We don’t do SMT. Our numbers suggest that available chip area and power resources are better put into more cores instead of into SMT sharing of a single core. It may seem wasteful to have a core idling in stall when a load misses in cache, but for this architecture the overhead of trying to use the core for something else is greater than any saving from sharing. And, for free, having no SMT means a large number of security attacks are impossible on a Mill.

Hi, Ghadi. The particular exploit, was actually exploiting the bug in the OpenSSL. It was actual bug (non constant-time operation in crypto code) in OpenSLL, that got patched. SMT made it easier to exploit, but even without SMT it was likely it can be exploited.

As of SMT, SMT makes a lot of things easier indeed. It is very unlikely Mill of any kind will ever by SMT enabled, because it would be really hard to do. SMT is beneficial on OOO because it is pretty easy to implement if you already have OOO available. Adding SMT to in-order core, with no OOO is relatively speaking more expensive, and at this point it is often better to simply add more cores for even better performance gain. Obviously SMT is still probably beneficial even on a Mill like design, if the SMT is wide (i.e. 8 way), and the code you are executing is limited by the memory latency. Time will tell, maybe you are better off by using GPU / Xeon Phi like CPU, then, or doing software smt, and try to load as much stuff in parallel, by rewriting the code, or develop SMT enabled Mill, but I am sure this is really not worth discussing at the current stages of development.

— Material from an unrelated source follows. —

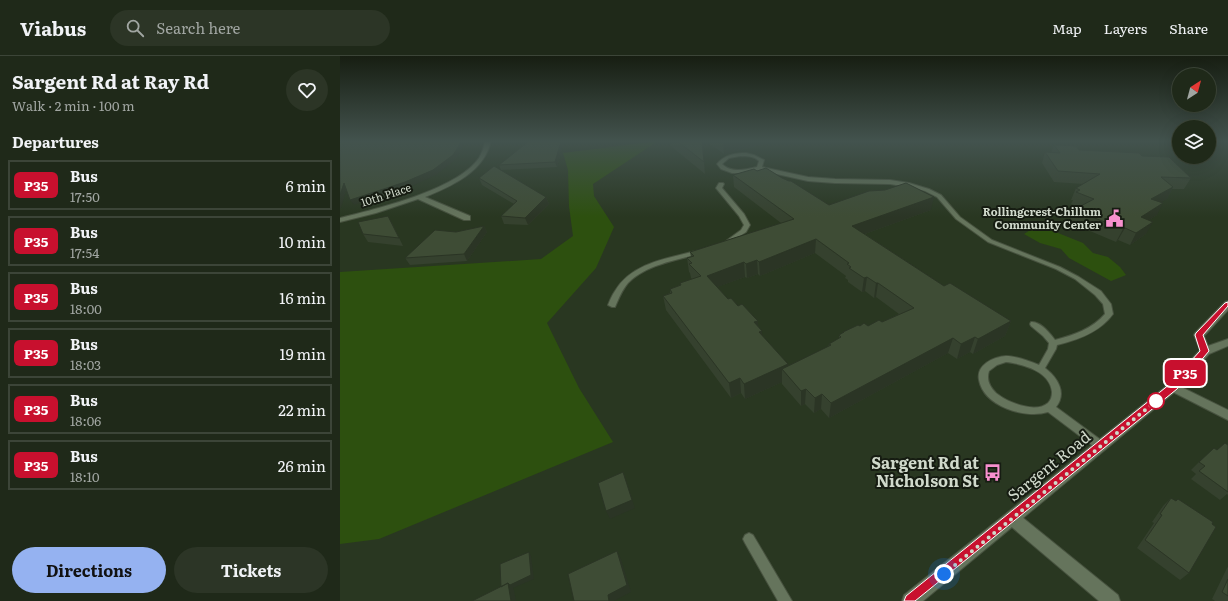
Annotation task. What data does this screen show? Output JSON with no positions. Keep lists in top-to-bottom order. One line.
{"streets":{"street":["10th Place","Sargent Road"]},"places":{"public building":["Rollingcrest-Chillum Community Center"],"bus stop":["Sargent Rd at Nicholson St"]},"lines":["bus line P35"],"north":"top right","page":{"header":"Viabus","search":"Search here","nav":["Map","Layers","Share"],"heading":[["Sargent Rd at Ray Rd","Walk · 2 min · 100 m"],"Departures"],"on_map":"P35","list":[{"mark":"P35","name":"Bus","note":"17:50","value":"6 min"},{"mark":"P35","name":"Bus","note":"17:54","value":"10 min"},{"mark":"P35","name":"Bus","note":"18:00","value":"16 min"},{"mark":"P35","name":"Bus","note":"18:03","value":"19 min"},{"mark":"P35","name":"Bus","note":"18:06","value":"22 min"},{"mark":"P35","name":"Bus","note":"18:10","value":"26 min"}],"buttons":["Directions","Tickets"]}}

So, the loads will still pollute the cache, and a timing attack can be performed.

I read somewhere that one way around the issue is to have some amount of “speculative” cache. That is, data which doesn’t get stored in the normal cache and can only be accessed by the speculatively executing code, and said speculative code accessing any data already in the cache doesn’t affect whether said cached data gets evicted from said cache. If the CPU runs out of “speculative” cache, the speculative execution would stop pending resolution of the branch.

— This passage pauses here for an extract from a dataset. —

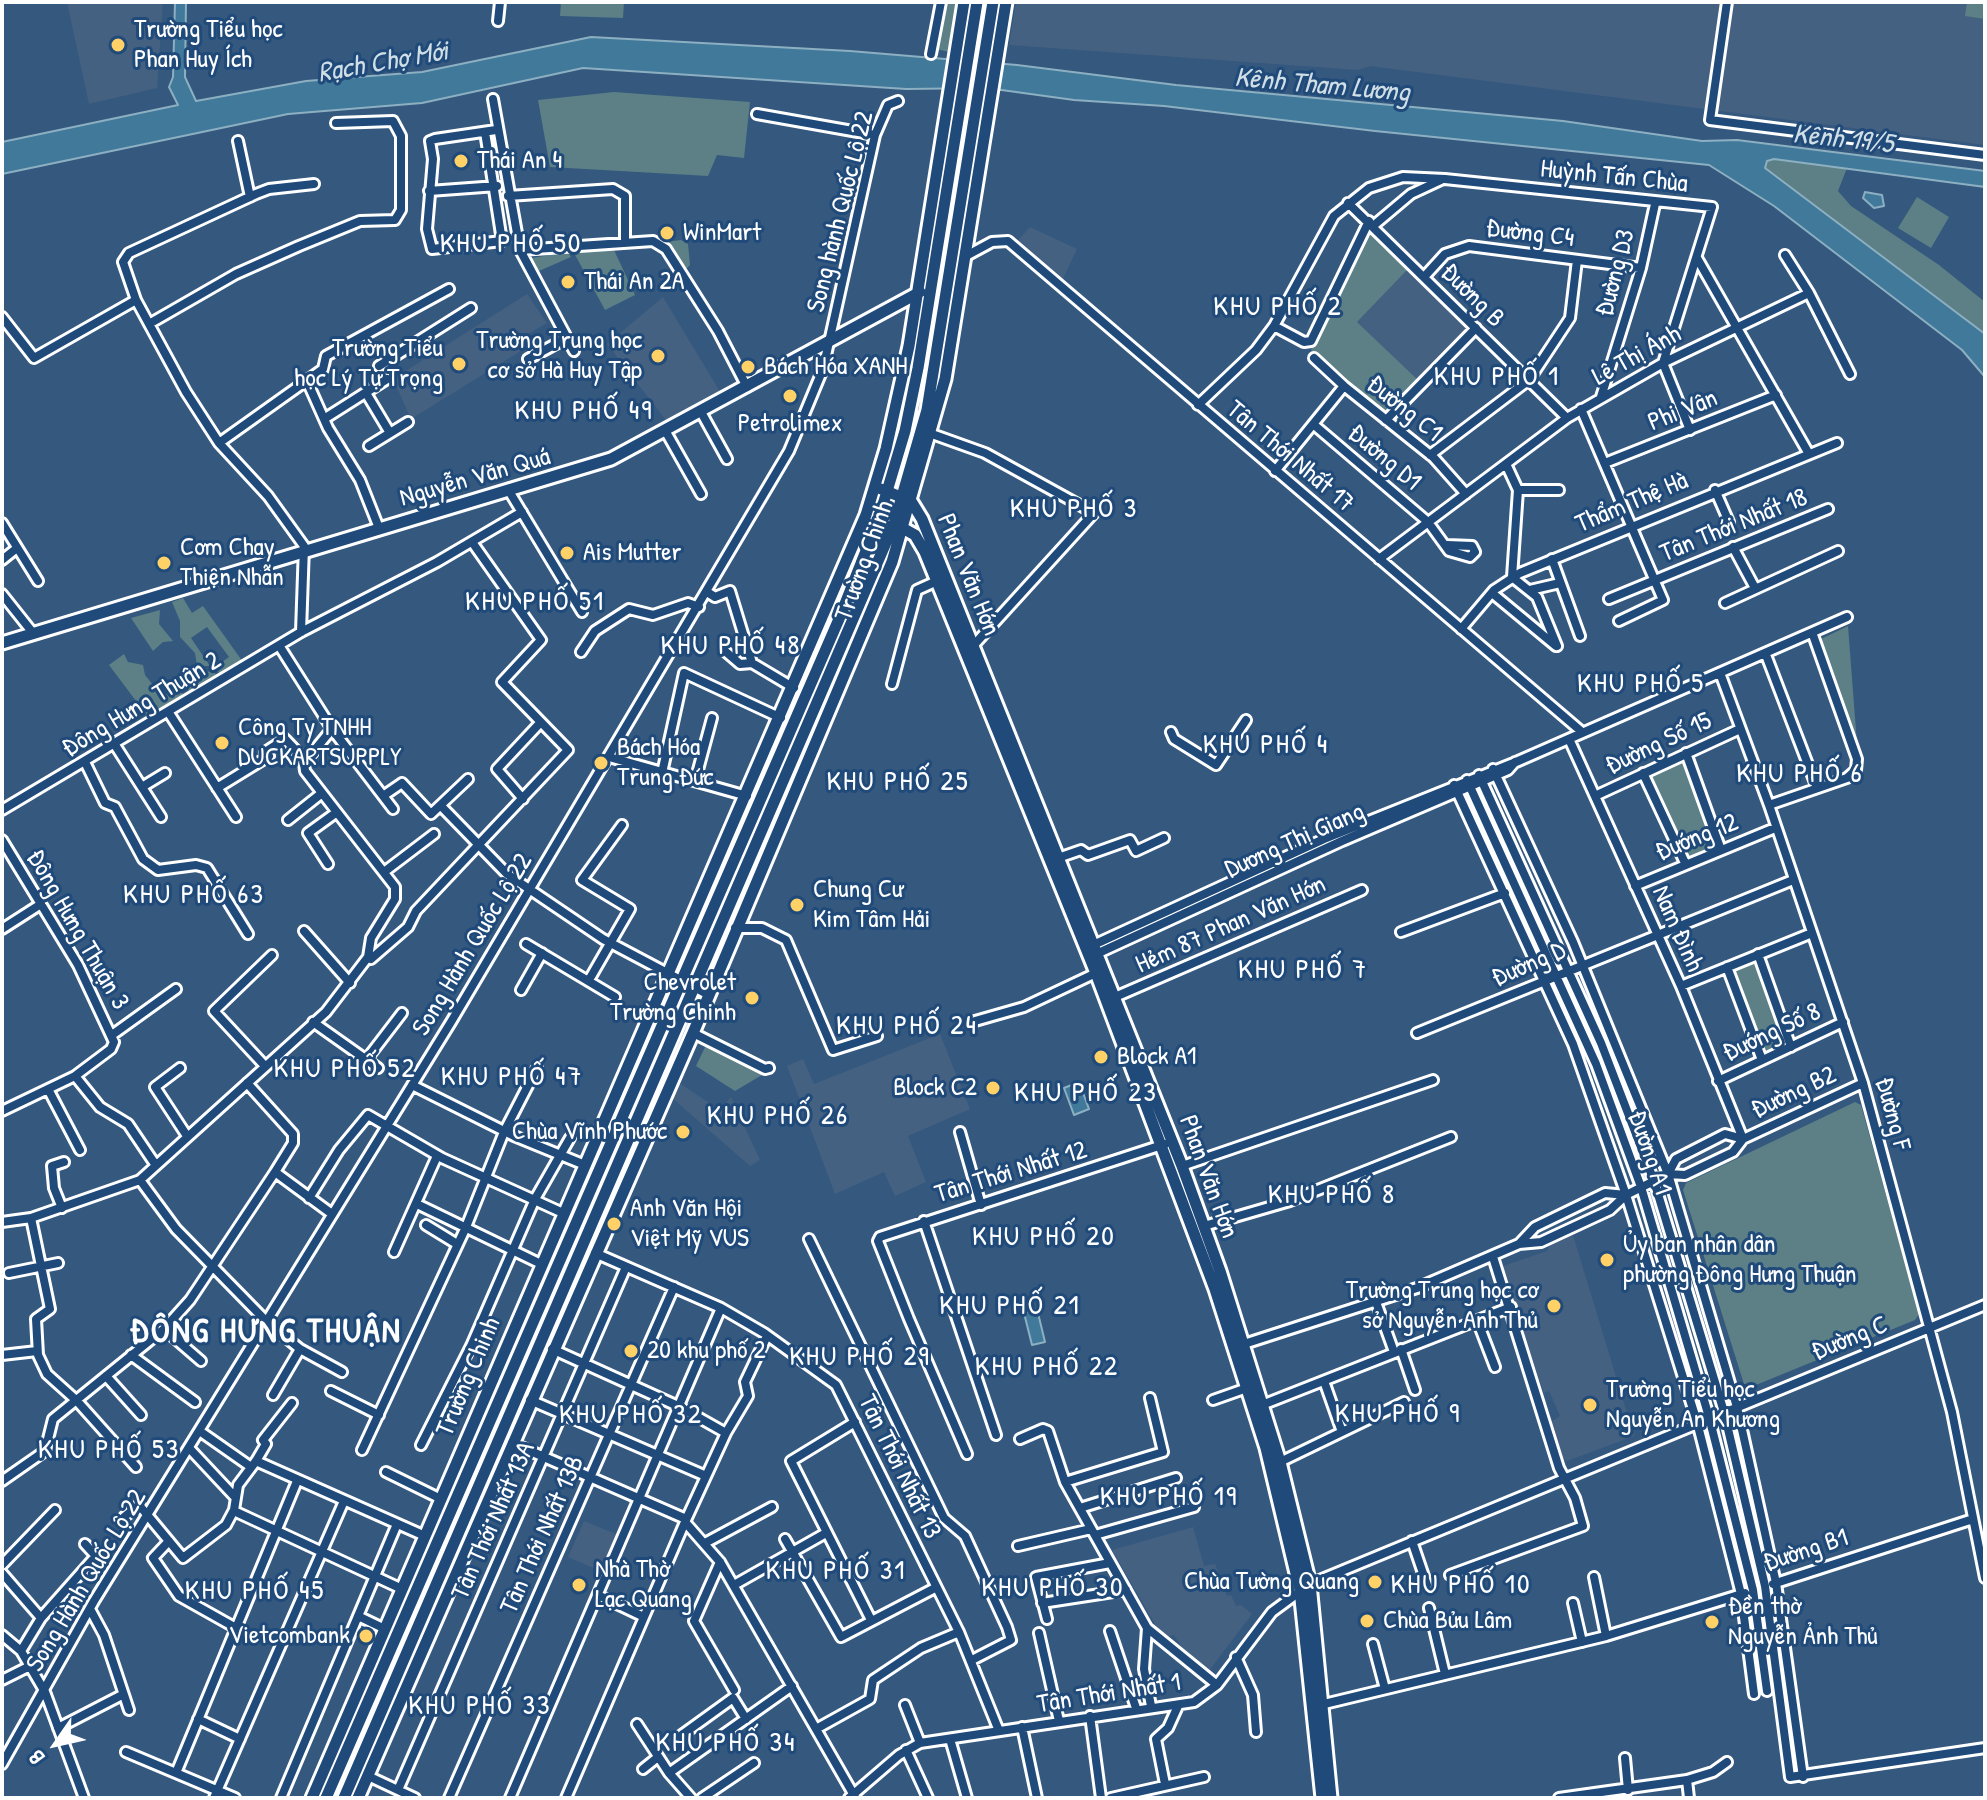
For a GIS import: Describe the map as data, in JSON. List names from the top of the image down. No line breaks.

I think you could also fix it by making all* of the cache be one physical level which the CPU could then dynamically partition into per-process private caches and multiple logical shared caches. Processes could then tell the CPU whether they want a larger private cache or request access to one (or more, I suppose) of the logical shared caches if it’s one app that needs to share data across multiple concurrent threads. Since cache wouldn’t be shared between unrelated processes, malicious code wouldn’t be able to observe any changes to other processes’ cache, and non-malicious code couldn’t accidentally leak data by changing malicious code’s timing. Dunno what that’d cost in transistors, though, nor do I know what the performance implications would be for only having one physical cache level.

*Except maybe some amount per-core, small enough that it could be flushed along with the belt every context switch.